Some people, including the insurance industry and many doctors, feel that the reason healthcare costs are rising is because of medical malpractice lawsuits and runaway jury verdicts. This is part of the rhetoric on tort reform that is bandied about usually during election time. But consider some of the following findings.

First, the Congressional Budget Office recently found no evidence that defensive medicine is practiced in for-profit, managed care programs where gatekeepers limit unnecessary tests. In other words, the argument that doctors have to run unnecessary tests for defensive purposes to prevent themselves from being sued has no merit.

Dennis Feeley, a lawyer with the law firm of Cohen & Feeley of Bethlehem, PA, writes that medical errors, waste and other abuses are rampant under Medicare.

A new study by the Department of Health and Human Services reports one in seven hospitalized Medicare patients are harmed by treatment mistakes that lead to 180,000 deaths annually. Feeley points out that if every possible tort reform were enacted that you hear about on TV or radio, the savings realized would amount toonly 2% of the total healthcare expenditures. The real culprit appears to be serious and fatal medical errors that lead to deaths.

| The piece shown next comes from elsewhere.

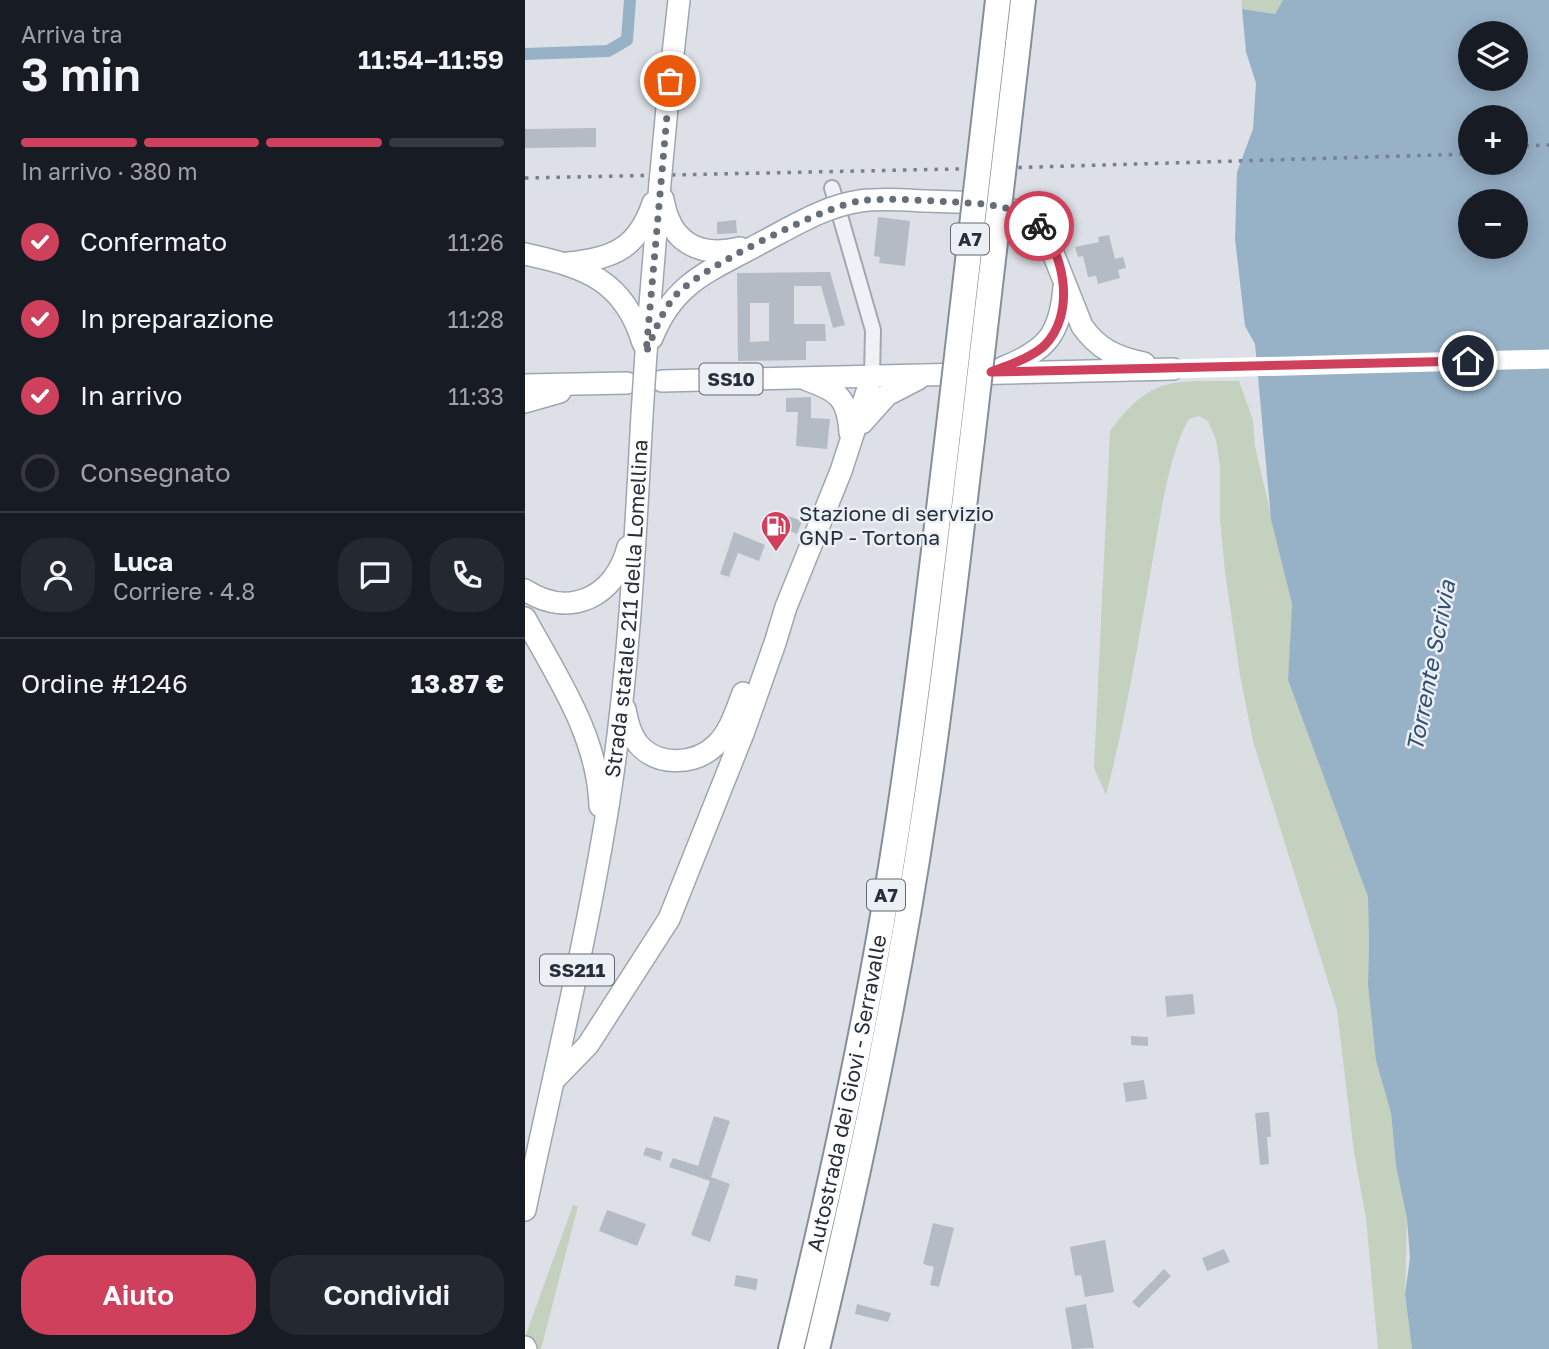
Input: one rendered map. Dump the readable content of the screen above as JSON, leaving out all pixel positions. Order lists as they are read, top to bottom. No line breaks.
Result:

In other words, medical malpractice.

In Western Pennsylvania several years ago, there was a huge public relations campaign indicating that doctors were fleeing the State of Pennsylvania because of the high cost of medical malpractice insurance. However, the proof of that fact was extremely vague. The Pennsylvania Courts also stepped in to deal with this potential issue. The Courts now require a plaintiff to file a Certificate of Merit before any medical malpractice lawsuit can proceed in Pennsylvania. In other words, an attorney cannot just file a lawsuit against a doctor or hospital anymore without having a report from an expert stating that, in their opinion, the doctor or hospital in question committed medical malpractice.

In our opinion, medical malpractice lawsuits help patients and consumers because it helps to insure against sloppy, catastrophic medical errors by doctors and hospitals. What do you think about this issue? Please, we welcome your comments. I really want to hear from you…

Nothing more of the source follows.